Same-type Requirement Error and Implicit Existential Opening

If two generic parameters are intentionally made equivalent by a same-type requirement, then you may as well delete the second generic parameter entirely, since it no longer serves a distinct purpose. But since this is not usually the intended outcome, the warning is there to tell you that potentially have made a mistake in a where clause.

Now, consider this code:

protocol P {}
struct S: P {}

class C<T: P> {
  init(_: T) {}
}

let p: any P = S()
C.init(p)

(You can also write C instead of C.init). The reason this is rejected is that the type of the initializer C.init is <T> (T) -> C<T>. While it is valid to open an any P and bind it to T for the parameter, the return type of the initializer allows the opened type to "leak out" inside C<T>. It is not correct to replace T with any P there because C<any P> is not a subtype (or supertype) of any other C<T>.

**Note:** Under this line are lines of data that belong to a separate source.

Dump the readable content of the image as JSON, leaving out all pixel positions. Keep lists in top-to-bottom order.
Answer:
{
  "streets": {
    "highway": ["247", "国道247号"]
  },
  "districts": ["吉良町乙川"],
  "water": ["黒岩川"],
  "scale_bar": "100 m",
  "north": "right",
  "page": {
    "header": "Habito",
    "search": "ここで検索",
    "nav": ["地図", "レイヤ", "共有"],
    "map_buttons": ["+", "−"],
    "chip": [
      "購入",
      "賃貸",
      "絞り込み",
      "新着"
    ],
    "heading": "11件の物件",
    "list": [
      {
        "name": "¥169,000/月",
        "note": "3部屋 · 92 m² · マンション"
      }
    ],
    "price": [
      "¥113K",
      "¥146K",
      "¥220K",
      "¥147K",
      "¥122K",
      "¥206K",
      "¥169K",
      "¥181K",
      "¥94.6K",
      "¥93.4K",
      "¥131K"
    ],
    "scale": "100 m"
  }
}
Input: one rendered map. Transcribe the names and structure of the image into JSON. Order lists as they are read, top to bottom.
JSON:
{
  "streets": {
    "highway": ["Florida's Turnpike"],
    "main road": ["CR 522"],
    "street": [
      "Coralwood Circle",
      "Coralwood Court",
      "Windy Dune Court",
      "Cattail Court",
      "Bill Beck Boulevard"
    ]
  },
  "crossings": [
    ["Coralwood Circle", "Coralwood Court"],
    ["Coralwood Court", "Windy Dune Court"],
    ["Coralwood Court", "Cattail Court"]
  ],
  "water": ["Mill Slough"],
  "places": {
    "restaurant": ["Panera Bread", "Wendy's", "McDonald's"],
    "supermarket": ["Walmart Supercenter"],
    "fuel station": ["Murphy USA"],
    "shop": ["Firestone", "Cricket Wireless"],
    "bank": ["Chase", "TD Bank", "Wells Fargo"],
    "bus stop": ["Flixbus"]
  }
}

The trick with the UIViewController works because the static function returns a base class and not the generic class itself (you've erased the type parameter T).

In fact I would consider it a bug that this works:

class C<T: P>: Base {
  init(_: T) {}

  static func f<U: P>(_ t: U) -> Base where T == U { return C(t) }
}

But this doesn't:

class C<T: P>: Base {
  init(_: T) {}

  static func f(_ t: T) -> Base { return C(t) }
}

The call C.f(p) where p: any P should be type-safe. @Douglas_Gregor, what do you think?

In the mean-time, can you use a top-level function instead of a static method?

protocol P {}
struct S: P {}

class C<T: P>: Base {
  init(_: T) {}
}

static func f<T: P>(_ t: T) -> Base { return C(t) }

let p: any P = S()
f(p)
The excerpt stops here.